(DATA FOR ANALYSIS)

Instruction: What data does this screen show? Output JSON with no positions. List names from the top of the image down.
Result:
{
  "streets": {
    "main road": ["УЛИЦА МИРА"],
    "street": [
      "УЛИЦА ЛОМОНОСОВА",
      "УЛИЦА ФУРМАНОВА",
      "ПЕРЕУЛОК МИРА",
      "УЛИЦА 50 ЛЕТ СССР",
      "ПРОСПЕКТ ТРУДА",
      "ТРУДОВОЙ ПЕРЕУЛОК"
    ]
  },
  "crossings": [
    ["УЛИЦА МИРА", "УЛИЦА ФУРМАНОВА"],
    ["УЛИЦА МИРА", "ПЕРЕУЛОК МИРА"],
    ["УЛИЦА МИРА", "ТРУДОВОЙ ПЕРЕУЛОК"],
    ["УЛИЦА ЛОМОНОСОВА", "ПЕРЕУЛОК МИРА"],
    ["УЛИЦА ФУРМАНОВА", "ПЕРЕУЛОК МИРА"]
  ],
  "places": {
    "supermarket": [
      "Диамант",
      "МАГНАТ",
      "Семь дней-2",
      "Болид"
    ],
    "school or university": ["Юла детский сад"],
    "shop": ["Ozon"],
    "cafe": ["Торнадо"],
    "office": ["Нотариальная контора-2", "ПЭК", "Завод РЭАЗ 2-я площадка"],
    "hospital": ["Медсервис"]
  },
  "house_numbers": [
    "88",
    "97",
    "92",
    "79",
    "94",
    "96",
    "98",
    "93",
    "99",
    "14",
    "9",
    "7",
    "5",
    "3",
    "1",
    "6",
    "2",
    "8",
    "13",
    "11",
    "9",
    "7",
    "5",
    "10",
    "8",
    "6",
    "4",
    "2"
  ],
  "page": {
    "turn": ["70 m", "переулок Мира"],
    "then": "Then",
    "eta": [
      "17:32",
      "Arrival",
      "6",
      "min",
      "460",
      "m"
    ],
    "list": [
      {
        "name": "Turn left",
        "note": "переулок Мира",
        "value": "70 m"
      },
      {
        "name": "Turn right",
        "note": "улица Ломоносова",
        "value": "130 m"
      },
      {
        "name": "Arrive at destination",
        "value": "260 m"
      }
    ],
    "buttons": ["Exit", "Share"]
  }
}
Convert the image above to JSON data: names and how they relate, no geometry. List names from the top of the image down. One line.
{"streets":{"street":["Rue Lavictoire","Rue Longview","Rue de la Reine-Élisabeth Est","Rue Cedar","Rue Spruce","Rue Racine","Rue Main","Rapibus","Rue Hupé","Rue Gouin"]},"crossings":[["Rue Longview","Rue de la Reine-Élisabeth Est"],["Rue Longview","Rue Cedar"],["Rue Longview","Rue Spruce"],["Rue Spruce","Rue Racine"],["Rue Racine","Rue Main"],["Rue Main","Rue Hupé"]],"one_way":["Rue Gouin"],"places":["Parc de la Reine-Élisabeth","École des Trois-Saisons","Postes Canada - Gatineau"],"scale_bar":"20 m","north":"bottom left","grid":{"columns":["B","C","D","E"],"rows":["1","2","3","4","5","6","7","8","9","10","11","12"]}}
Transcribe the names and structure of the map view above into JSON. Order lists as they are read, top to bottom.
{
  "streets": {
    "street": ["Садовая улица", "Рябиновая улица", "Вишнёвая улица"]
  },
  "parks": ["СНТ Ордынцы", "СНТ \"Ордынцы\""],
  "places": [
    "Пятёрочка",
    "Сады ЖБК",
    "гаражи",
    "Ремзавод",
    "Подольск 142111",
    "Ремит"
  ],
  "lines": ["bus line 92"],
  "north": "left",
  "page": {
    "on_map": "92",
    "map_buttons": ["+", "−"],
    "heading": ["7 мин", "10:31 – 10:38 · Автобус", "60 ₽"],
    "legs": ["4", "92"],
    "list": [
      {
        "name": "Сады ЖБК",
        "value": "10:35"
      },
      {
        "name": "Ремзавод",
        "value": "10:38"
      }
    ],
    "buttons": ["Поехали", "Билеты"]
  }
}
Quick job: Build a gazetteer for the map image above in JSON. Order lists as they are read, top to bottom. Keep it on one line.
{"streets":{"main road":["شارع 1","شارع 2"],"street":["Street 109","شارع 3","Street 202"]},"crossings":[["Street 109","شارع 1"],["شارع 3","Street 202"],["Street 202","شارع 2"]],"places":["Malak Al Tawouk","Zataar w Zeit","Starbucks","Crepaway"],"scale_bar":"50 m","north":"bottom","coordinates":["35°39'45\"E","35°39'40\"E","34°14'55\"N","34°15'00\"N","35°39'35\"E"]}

(End DATA FOR ANALYSIS)

WORK ORDER:
An exact copy of all the entries is the required answer.

THE ANSWER:
Instruction: What data does this screen show? Output JSON with no positions. List names from the top of the image down.
Result:
{
  "streets": {
    "main road": ["УЛИЦА МИРА"],
    "street": [
      "УЛИЦА ЛОМОНОСОВА",
      "УЛИЦА ФУРМАНОВА",
      "ПЕРЕУЛОК МИРА",
      "УЛИЦА 50 ЛЕТ СССР",
      "ПРОСПЕКТ ТРУДА",
      "ТРУДОВОЙ ПЕРЕУЛОК"
    ]
  },
  "crossings": [
    ["УЛИЦА МИРА", "УЛИЦА ФУРМАНОВА"],
    ["УЛИЦА МИРА", "ПЕРЕУЛОК МИРА"],
    ["УЛИЦА МИРА", "ТРУДОВОЙ ПЕРЕУЛОК"],
    ["УЛИЦА ЛОМОНОСОВА", "ПЕРЕУЛОК МИРА"],
    ["УЛИЦА ФУРМАНОВА", "ПЕРЕУЛОК МИРА"]
  ],
  "places": {
    "supermarket": [
      "Диамант",
      "МАГНАТ",
      "Семь дней-2",
      "Болид"
    ],
    "school or university": ["Юла детский сад"],
    "shop": ["Ozon"],
    "cafe": ["Торнадо"],
    "office": ["Нотариальная контора-2", "ПЭК", "Завод РЭАЗ 2-я площадка"],
    "hospital": ["Медсервис"]
  },
  "house_numbers": [
    "88",
    "97",
    "92",
    "79",
    "94",
    "96",
    "98",
    "93",
    "99",
    "14",
    "9",
    "7",
    "5",
    "3",
    "1",
    "6",
    "2",
    "8",
    "13",
    "11",
    "9",
    "7",
    "5",
    "10",
    "8",
    "6",
    "4",
    "2"
  ],
  "page": {
    "turn": ["70 m", "переулок Мира"],
    "then": "Then",
    "eta": [
      "17:32",
      "Arrival",
      "6",
      "min",
      "460",
      "m"
    ],
    "list": [
      {
        "name": "Turn left",
        "note": "переулок Мира",
        "value": "70 m"
      },
      {
        "name": "Turn right",
        "note": "улица Ломоносова",
        "value": "130 m"
      },
      {
        "name": "Arrive at destination",
        "value": "260 m"
      }
    ],
    "buttons": ["Exit", "Share"]
  }
}
Convert the image above to JSON data: names and how they relate, no geometry. List names from the top of the image down. One line.
{"streets":{"street":["Rue Lavictoire","Rue Longview","Rue de la Reine-Élisabeth Est","Rue Cedar","Rue Spruce","Rue Racine","Rue Main","Rapibus","Rue Hupé","Rue Gouin"]},"crossings":[["Rue Longview","Rue de la Reine-Élisabeth Est"],["Rue Longview","Rue Cedar"],["Rue Longview","Rue Spruce"],["Rue Spruce","Rue Racine"],["Rue Racine","Rue Main"],["Rue Main","Rue Hupé"]],"one_way":["Rue Gouin"],"places":["Parc de la Reine-Élisabeth","École des Trois-Saisons","Postes Canada - Gatineau"],"scale_bar":"20 m","north":"bottom left","grid":{"columns":["B","C","D","E"],"rows":["1","2","3","4","5","6","7","8","9","10","11","12"]}}
Transcribe the names and structure of the map view above into JSON. Order lists as they are read, top to bottom.
{
  "streets": {
    "street": ["Садовая улица", "Рябиновая улица", "Вишнёвая улица"]
  },
  "parks": ["СНТ Ордынцы", "СНТ \"Ордынцы\""],
  "places": [
    "Пятёрочка",
    "Сады ЖБК",
    "гаражи",
    "Ремзавод",
    "Подольск 142111",
    "Ремит"
  ],
  "lines": ["bus line 92"],
  "north": "left",
  "page": {
    "on_map": "92",
    "map_buttons": ["+", "−"],
    "heading": ["7 мин", "10:31 – 10:38 · Автобус", "60 ₽"],
    "legs": ["4", "92"],
    "list": [
      {
        "name": "Сады ЖБК",
        "value": "10:35"
      },
      {
        "name": "Ремзавод",
        "value": "10:38"
      }
    ],
    "buttons": ["Поехали", "Билеты"]
  }
}
Quick job: Build a gazetteer for the map image above in JSON. Order lists as they are read, top to bottom. Keep it on one line.
{"streets":{"main road":["شارع 1","شارع 2"],"street":["Street 109","شارع 3","Street 202"]},"crossings":[["Street 109","شارع 1"],["شارع 3","Street 202"],["Street 202","شارع 2"]],"places":["Malak Al Tawouk","Zataar w Zeit","Starbucks","Crepaway"],"scale_bar":"50 m","north":"bottom","coordinates":["35°39'45\"E","35°39'40\"E","34°14'55\"N","34°15'00\"N","35°39'35\"E"]}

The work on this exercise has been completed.